Novel Approaches For The Transformation Of Fuzzy Membership Function Into Basic Probability Assignment Based On Uncertainty Optimization

With the development of uncertainty reasoning and information fusion, there have emerged several theories including fuzzy set theory, Dempster-Shafer evidence theory, probability theory and rough set theory, etc., for representing and dealing with the uncertain information. When the fusion of the uncertain information originated from different sources is needed, how to construct a general framework for different theories of uncertainty or how to establish the connection between different theoretical frameworks has become a crucial problem. Particularly, to combine two kinds of information represented respectively by the BPA and the FMF, this paper proposes two transformations of an FMF into a BPA by solving a constrained maximization or minimization optimization problem.
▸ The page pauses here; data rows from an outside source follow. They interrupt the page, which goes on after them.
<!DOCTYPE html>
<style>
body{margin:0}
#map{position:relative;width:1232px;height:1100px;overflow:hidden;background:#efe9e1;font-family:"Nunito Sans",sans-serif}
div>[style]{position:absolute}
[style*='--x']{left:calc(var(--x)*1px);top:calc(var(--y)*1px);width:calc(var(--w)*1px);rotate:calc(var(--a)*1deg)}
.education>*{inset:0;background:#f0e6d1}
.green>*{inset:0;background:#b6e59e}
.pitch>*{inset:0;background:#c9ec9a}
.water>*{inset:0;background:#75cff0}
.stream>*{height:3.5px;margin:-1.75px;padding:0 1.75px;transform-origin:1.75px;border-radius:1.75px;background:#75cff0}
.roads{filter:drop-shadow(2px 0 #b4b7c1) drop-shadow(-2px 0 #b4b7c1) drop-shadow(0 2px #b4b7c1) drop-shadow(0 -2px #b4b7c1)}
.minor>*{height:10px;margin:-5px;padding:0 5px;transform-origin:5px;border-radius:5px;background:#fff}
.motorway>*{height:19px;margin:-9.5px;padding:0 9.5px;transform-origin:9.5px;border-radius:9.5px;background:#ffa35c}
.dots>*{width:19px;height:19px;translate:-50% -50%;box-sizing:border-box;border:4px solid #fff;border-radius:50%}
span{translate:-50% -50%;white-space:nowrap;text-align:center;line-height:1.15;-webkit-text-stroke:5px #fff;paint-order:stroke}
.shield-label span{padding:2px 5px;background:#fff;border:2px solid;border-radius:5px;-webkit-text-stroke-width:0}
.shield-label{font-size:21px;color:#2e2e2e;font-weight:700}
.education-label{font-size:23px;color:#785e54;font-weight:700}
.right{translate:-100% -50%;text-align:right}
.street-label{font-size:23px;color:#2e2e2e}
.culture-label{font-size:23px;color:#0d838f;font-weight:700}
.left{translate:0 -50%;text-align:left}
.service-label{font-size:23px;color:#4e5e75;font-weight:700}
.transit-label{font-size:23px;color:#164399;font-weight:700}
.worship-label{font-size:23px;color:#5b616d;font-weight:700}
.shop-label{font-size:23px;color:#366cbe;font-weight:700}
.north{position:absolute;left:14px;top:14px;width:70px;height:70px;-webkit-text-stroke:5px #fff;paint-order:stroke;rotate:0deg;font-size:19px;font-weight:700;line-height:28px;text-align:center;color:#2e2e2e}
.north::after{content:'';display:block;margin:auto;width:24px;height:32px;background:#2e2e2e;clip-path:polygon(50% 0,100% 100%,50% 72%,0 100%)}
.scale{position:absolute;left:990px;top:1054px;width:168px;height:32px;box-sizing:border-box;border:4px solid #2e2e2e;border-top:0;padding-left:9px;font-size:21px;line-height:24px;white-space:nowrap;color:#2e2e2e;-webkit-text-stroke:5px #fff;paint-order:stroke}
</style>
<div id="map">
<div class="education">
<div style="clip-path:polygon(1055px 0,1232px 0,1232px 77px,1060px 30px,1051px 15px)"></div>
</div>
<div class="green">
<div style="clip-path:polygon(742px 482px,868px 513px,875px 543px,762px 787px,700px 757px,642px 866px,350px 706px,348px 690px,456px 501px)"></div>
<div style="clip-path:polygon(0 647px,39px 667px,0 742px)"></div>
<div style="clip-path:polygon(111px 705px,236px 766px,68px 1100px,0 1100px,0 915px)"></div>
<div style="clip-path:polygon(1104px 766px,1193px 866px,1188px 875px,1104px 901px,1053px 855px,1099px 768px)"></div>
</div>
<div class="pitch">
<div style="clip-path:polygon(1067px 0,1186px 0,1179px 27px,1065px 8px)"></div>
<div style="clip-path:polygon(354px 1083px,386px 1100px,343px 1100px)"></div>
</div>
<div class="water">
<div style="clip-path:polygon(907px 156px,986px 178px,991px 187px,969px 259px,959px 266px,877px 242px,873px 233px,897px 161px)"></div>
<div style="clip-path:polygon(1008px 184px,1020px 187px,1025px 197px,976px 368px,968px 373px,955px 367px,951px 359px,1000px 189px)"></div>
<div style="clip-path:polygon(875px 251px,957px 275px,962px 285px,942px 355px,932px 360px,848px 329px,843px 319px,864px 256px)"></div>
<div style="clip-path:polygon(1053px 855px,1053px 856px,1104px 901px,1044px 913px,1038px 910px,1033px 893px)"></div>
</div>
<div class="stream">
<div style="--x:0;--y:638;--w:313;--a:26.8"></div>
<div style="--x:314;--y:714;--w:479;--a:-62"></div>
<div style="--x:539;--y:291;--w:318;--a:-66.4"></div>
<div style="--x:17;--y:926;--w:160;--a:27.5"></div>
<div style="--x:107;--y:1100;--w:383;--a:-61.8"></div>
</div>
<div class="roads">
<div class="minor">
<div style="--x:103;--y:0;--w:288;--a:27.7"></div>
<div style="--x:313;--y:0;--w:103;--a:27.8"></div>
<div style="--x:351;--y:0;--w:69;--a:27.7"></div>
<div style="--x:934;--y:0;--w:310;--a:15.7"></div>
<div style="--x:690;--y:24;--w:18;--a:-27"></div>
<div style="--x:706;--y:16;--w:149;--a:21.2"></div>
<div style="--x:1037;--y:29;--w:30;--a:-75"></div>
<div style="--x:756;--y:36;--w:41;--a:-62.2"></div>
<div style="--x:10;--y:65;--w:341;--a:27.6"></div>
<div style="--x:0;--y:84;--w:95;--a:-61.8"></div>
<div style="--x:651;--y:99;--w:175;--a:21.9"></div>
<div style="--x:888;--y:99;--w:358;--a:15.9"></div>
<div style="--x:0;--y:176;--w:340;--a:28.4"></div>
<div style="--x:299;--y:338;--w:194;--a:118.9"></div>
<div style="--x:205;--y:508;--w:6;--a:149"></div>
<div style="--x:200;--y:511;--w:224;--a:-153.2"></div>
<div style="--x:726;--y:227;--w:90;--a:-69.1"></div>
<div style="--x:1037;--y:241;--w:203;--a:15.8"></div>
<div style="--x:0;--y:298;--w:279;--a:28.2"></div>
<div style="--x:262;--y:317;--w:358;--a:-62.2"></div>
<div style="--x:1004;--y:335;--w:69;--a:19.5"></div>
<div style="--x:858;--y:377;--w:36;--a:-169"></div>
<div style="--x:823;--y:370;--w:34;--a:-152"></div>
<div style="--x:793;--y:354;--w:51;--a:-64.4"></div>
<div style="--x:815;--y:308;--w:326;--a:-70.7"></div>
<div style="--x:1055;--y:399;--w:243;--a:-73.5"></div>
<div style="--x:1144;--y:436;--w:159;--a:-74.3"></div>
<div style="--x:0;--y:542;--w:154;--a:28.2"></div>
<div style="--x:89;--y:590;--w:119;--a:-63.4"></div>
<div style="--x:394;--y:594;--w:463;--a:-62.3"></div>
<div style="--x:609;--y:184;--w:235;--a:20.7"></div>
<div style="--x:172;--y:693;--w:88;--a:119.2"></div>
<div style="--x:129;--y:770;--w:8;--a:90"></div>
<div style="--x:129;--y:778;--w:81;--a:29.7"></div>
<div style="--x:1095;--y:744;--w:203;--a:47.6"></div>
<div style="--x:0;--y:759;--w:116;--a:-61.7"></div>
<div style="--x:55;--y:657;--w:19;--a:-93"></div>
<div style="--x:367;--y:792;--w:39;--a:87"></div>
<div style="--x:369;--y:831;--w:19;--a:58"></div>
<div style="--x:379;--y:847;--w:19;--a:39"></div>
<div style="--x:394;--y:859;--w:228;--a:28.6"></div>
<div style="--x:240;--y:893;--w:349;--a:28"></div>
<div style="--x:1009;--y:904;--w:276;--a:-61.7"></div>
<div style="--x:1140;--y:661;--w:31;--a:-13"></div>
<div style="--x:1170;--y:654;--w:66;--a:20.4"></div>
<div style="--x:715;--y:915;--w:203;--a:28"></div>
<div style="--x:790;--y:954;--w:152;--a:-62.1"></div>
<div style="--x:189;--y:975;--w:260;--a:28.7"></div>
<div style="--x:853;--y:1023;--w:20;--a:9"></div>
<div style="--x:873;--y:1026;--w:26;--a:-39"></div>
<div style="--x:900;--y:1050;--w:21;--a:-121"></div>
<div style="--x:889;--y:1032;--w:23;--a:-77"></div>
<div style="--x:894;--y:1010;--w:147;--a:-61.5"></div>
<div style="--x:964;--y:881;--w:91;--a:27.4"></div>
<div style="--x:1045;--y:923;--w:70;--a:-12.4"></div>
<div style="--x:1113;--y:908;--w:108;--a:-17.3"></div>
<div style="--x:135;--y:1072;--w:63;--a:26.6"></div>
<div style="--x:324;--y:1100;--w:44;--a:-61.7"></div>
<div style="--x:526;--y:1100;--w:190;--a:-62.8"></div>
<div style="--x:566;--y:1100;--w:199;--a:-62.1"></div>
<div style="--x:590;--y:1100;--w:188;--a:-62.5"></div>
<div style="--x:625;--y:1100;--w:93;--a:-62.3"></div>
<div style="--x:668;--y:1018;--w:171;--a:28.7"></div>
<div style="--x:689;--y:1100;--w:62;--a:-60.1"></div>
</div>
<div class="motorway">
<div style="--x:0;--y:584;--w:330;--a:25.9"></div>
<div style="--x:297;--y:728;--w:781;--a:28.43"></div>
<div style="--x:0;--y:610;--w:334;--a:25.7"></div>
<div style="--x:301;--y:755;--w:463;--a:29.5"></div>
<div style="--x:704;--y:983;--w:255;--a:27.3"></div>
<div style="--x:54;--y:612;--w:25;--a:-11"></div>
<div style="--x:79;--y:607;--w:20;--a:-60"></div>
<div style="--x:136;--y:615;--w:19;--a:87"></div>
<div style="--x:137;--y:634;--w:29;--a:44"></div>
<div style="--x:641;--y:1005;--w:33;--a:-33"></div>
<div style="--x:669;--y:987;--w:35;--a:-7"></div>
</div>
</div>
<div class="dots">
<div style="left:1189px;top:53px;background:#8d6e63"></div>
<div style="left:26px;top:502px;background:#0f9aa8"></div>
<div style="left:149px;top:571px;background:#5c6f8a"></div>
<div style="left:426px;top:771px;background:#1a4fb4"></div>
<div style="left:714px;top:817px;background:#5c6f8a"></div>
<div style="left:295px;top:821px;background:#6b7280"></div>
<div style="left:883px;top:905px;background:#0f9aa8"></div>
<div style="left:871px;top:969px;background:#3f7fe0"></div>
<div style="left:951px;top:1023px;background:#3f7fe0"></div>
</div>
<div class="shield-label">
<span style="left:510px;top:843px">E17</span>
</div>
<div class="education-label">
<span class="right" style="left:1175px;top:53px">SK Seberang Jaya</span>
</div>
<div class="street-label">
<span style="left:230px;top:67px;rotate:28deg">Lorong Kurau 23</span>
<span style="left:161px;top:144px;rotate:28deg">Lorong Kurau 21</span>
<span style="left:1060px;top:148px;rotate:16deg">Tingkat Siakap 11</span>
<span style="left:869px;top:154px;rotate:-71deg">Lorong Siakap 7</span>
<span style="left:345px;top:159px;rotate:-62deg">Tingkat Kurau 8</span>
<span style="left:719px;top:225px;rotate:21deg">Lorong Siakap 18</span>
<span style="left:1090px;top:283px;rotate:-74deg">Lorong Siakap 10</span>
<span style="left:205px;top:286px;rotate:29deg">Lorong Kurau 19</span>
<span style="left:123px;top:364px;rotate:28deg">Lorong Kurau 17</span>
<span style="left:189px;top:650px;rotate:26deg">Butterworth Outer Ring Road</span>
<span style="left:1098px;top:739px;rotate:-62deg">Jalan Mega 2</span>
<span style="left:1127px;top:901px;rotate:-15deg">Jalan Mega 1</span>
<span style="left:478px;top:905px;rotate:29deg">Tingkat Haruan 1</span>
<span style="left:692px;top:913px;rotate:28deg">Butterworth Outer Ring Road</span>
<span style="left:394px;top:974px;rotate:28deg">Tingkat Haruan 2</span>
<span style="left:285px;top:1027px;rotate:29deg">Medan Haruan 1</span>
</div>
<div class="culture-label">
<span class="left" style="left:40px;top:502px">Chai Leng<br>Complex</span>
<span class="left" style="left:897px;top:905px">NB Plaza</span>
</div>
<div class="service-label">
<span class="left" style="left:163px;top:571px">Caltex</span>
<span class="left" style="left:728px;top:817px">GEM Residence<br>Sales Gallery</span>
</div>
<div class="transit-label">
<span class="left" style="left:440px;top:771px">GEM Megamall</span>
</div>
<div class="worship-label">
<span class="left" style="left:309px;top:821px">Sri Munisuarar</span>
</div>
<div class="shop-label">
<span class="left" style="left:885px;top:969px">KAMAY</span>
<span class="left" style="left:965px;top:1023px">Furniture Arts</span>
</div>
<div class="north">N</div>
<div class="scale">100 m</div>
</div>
The objective function is the uncertainty degree of the body of evidence (BOE) and the corresponding constraints are established based on the given FMF. In fact the transformation of an FMF into a BPA is the transformation of fuzzy sets into random sets, which is currently accepted as a unified framework for several theories of uncertainty. Our proposed approaches have no predefinition of focal elements and they can be used as the general transformations of fuzzy sets into random sets. Some examples and analyses are provided to illustrate and justify the rationality and effectiveness of the proposed approaches.